うっすらした線だったので、最初、それを誰も発見することはできなかったが、試験官がダマスカス鋼を調べたとき、変化が訪れる。


 試験官がダマスカス鋼に触れた瞬間、線がずれ、硬い鋼が地面にずり落ちたのだ。


ひゃ! と試験官たちが驚く。


「ま、まさか、ダマスカス鋼を短剣で斬るなど。しかも東洋魔術を使って」


「し、信じられない」


「夢を見ているようだ」


 試験官たちは口々に言うが、このままだと採点をして貰えなそうなので、採点を願い出る。


「そうだ。ダマスカス鋼を斬るのが試験だが、魔力測定値を見なければ」


「ダマスカス鋼を斬った時点で合格なんですよね?」


 俺は尋ねる。


「ああ、無論だ。魔力測定値の値は、入学の際の階級に影響される」


「例の特待生(エルダー)一般生(エコノミー)下等生(レッサー)か……」


「安心しろ、君のこの凄まじい東洋魔術ならば、特待生だって――」


 試験官の言葉が途中で止まったのは、魔力測定装置に出された数字が意外な数字だったからだ。測定器に表示された数字は、



 ゼロ、



 だった。


「馬鹿な、有り得ない。ダマスカス鋼を斬り裂くような一撃だぞ。ゼロなど有り得ない」


「機械の故障ではないか?」


 ちなみに機械の故障ではない。エスターク城の決闘のときのように《幻術》の魔法で惑わせているわけでもなく、単純に値がゼロなだけだった。


 この測定装置は古代魔法文明のもの。まったく別系統の東洋魔術の魔力を測定できるわけがないのだ。


 ゆえにゼロの値は正当なものだった。


 そのことを説明すると、試験官たちはぽかんと大口を開けた。採点をどうしようか話し合っているようだ。


 東洋魔術という王立学院の特待生(エルダー)も使いこなせないような魔術を使ったのだから、満点でいいのではないか、という意見が大半を占めたが、それは俺が覆す。


「試験官の皆さん方、測定値の値は絶対です。ゼロはゼロ。しかし、ダマスカス鋼を斬り裂いたのも事実なのですから、合格ギリギリの点数を頂きたいです」


「……なるほど、では五〇点で」


 ということに落ち着く。本人がそう申し出ているのだし、あとで記録を見た教授陣に文句を言われるのを避けたかったのだろう。こちらとしてはその保身のほうが有り難い。


 さて、こうして俺は筆記試験七〇点、魔法実技試験五〇点となった。


 あとは剣技の試験で合格点を取れば晴れて学院生になれる。


 剣術の試験は、午後に行われるそうだから、しばし時間があった。


その間に昼食を取れとのことだった。


 アリアローゼの屋敷で豪勢な朝食を頂いてからそんなに時間が経っていなかったので、昼食は不要だと思っていたが、見ればアリアローゼが大きなバスケットを持っていた。


 なんでも今朝、早起きして今日のランチを作ってきたそうな。


「お口に合うかは分かりませんが」


 と申し出てくる。


 要は食べろということなんだろうが、少し躊躇する。


 目の前にいるのは一国の王女様。


 つまり普段は絶対に厨房に立たない人物である。そんな人物が作った弁当が美味いだろうか?

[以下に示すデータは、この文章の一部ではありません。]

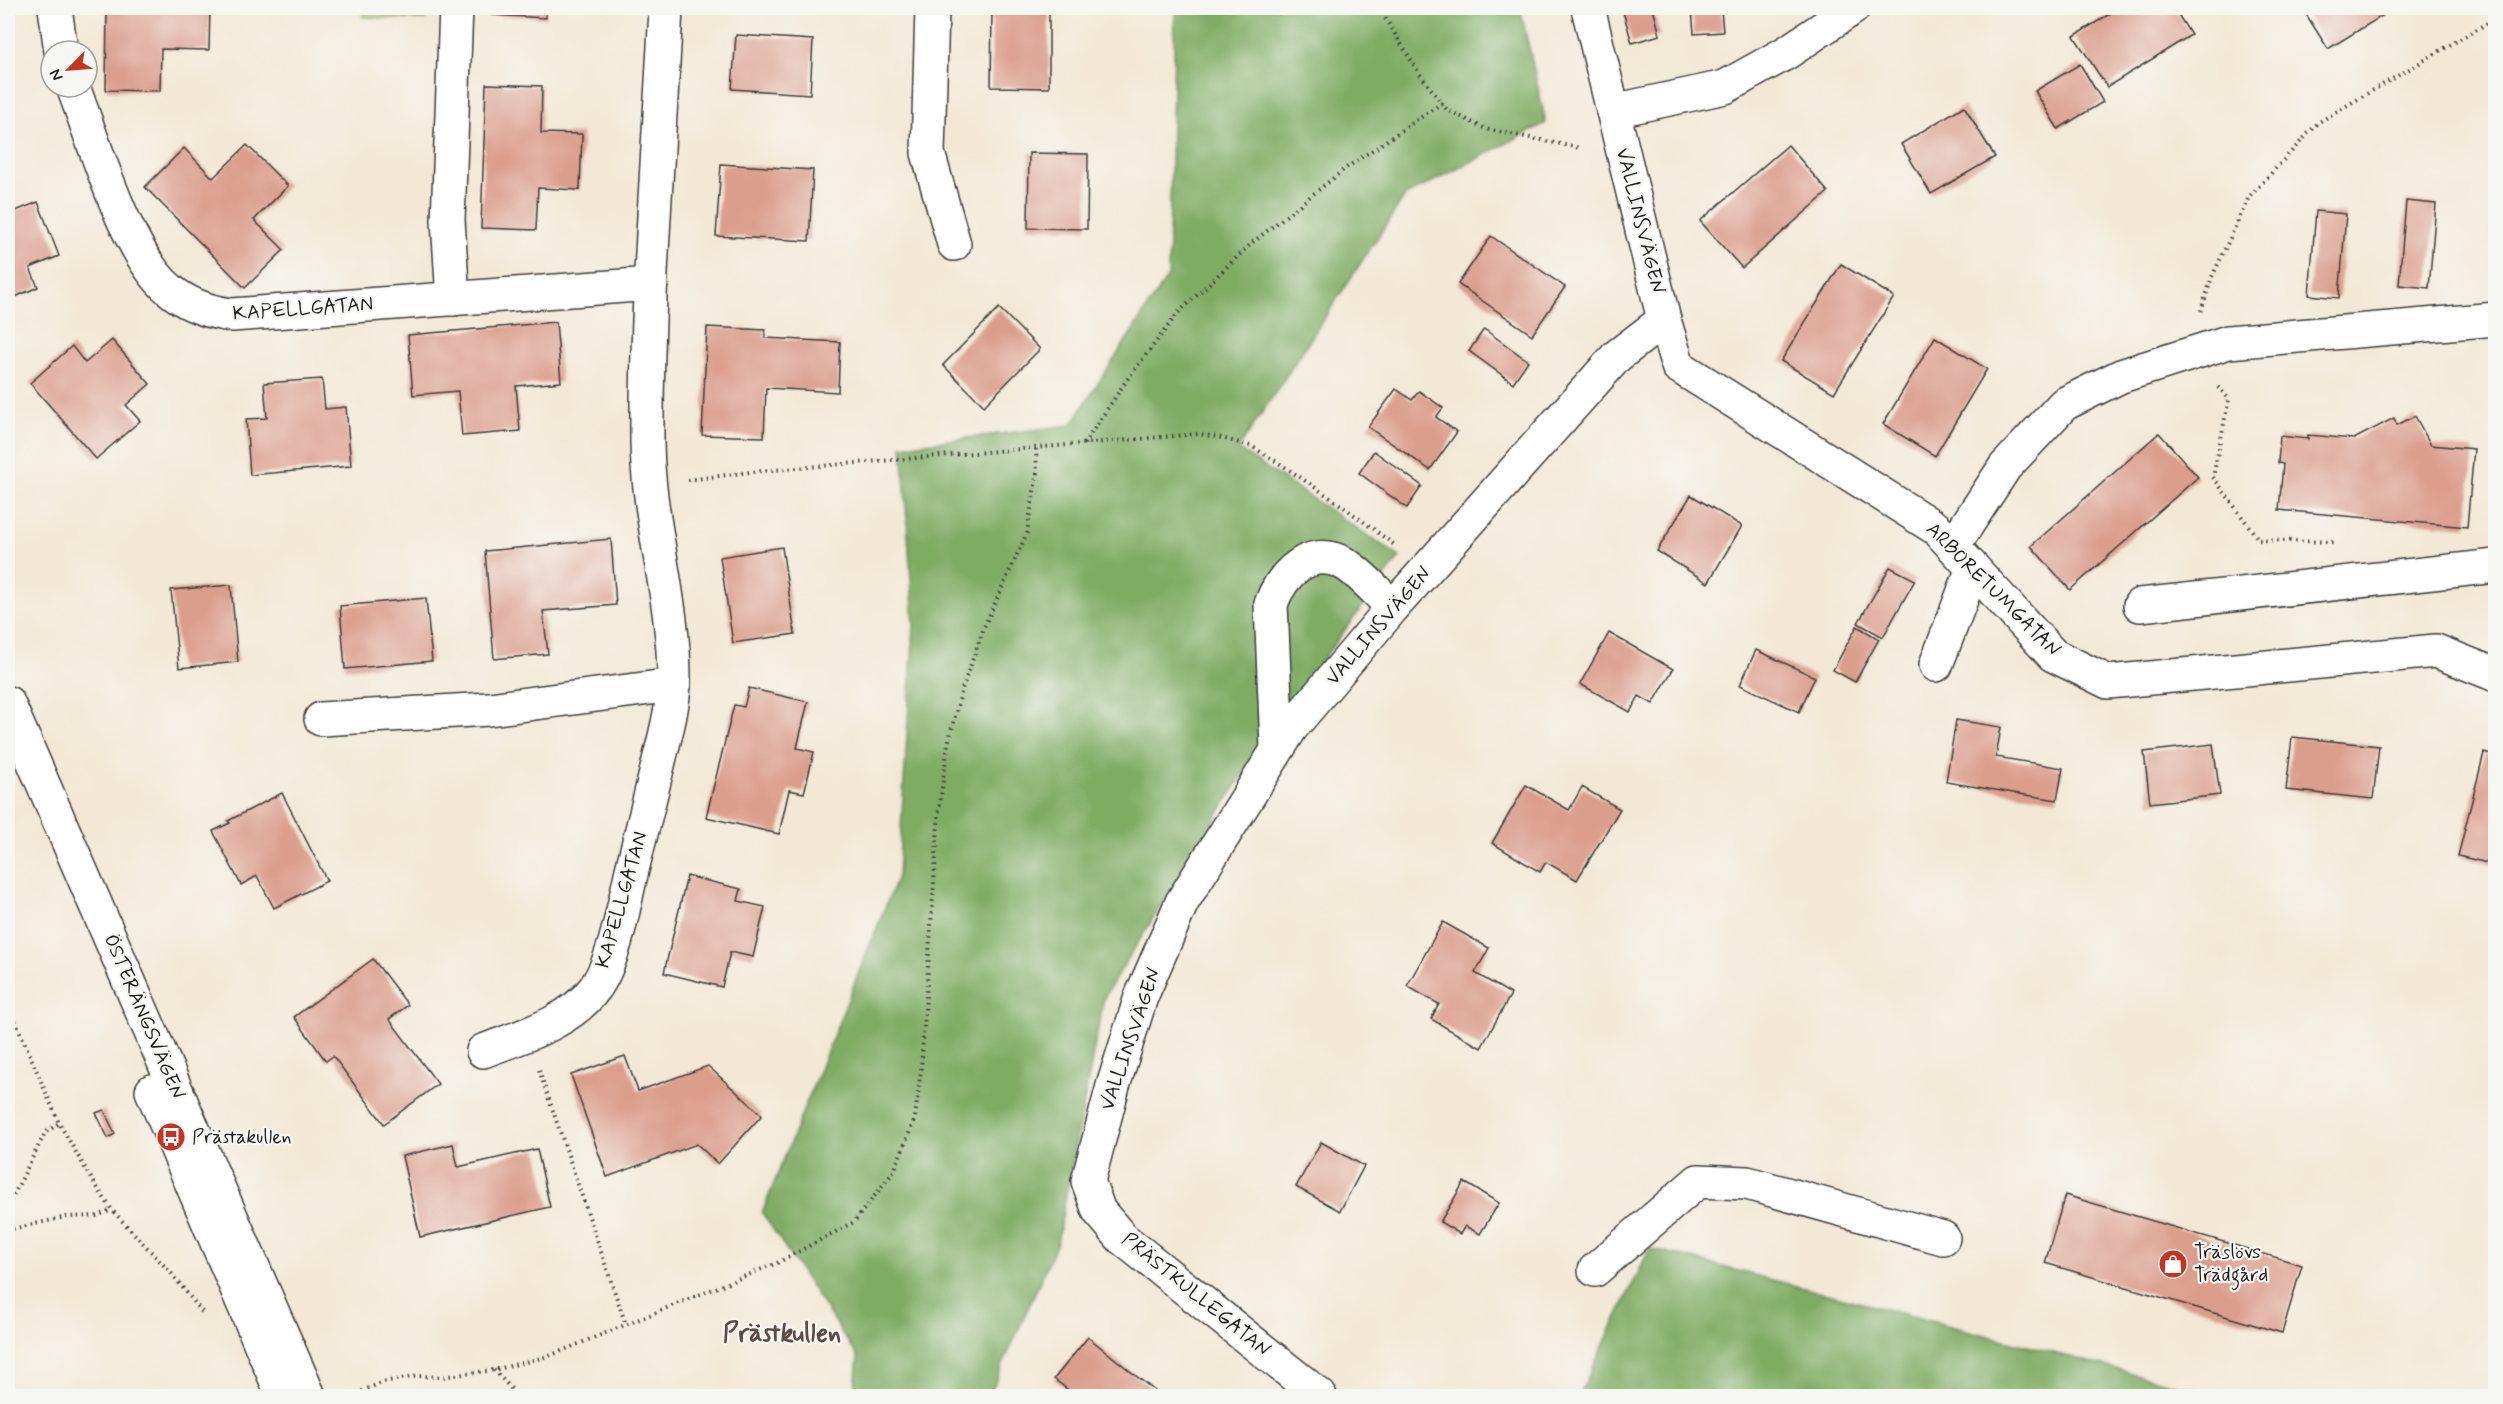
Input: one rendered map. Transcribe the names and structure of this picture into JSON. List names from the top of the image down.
{
  "streets": {
    "street": [
      "VALLINSVÄGEN",
      "KAPELLGATAN",
      "ARBORETUMGATAN",
      "ÖSTERÄNGSVÄGEN",
      "PRÄSTKULLEGATAN"
    ]
  },
  "crossings": [
    ["VALLINSVÄGEN", "ARBORETUMGATAN"],
    ["VALLINSVÄGEN", "PRÄSTKULLEGATAN"]
  ],
  "districts": ["Prästkullen"],
  "places": {
    "bus stop": ["Prästakullen"],
    "shop": ["Träslövs Trädgård"]
  },
  "north": "bottom left"
}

 いや、不味くてもいい。エスターク城にいたころは文字通り冷や飯を食べさせられていたから、食事に贅沢は求めない。腹に入り、栄養さえ得られればそれでよかった。


 問題なのは腹に入れることさえできないもの。栄養さえ取れないもの、である。


 食べれば必ず腹を壊すもの、体調を悪くさせる食べ物は勘弁願いたい。午後から剣術の試験があるのだ。


 そうアリアローゼに説明したかったが、彼女はにこにことバスケットを持ってたたずんでいる。


 その穢れなき笑顔に反抗することは不可能だった。


 俺はメイドのマリーに胃薬と整腸剤の用意を頼むと、アリアローゼと一緒に中庭に向かった。なんでも中庭はとても美しい庭園があり、お弁当を食べるのにぴったりなのだそうな。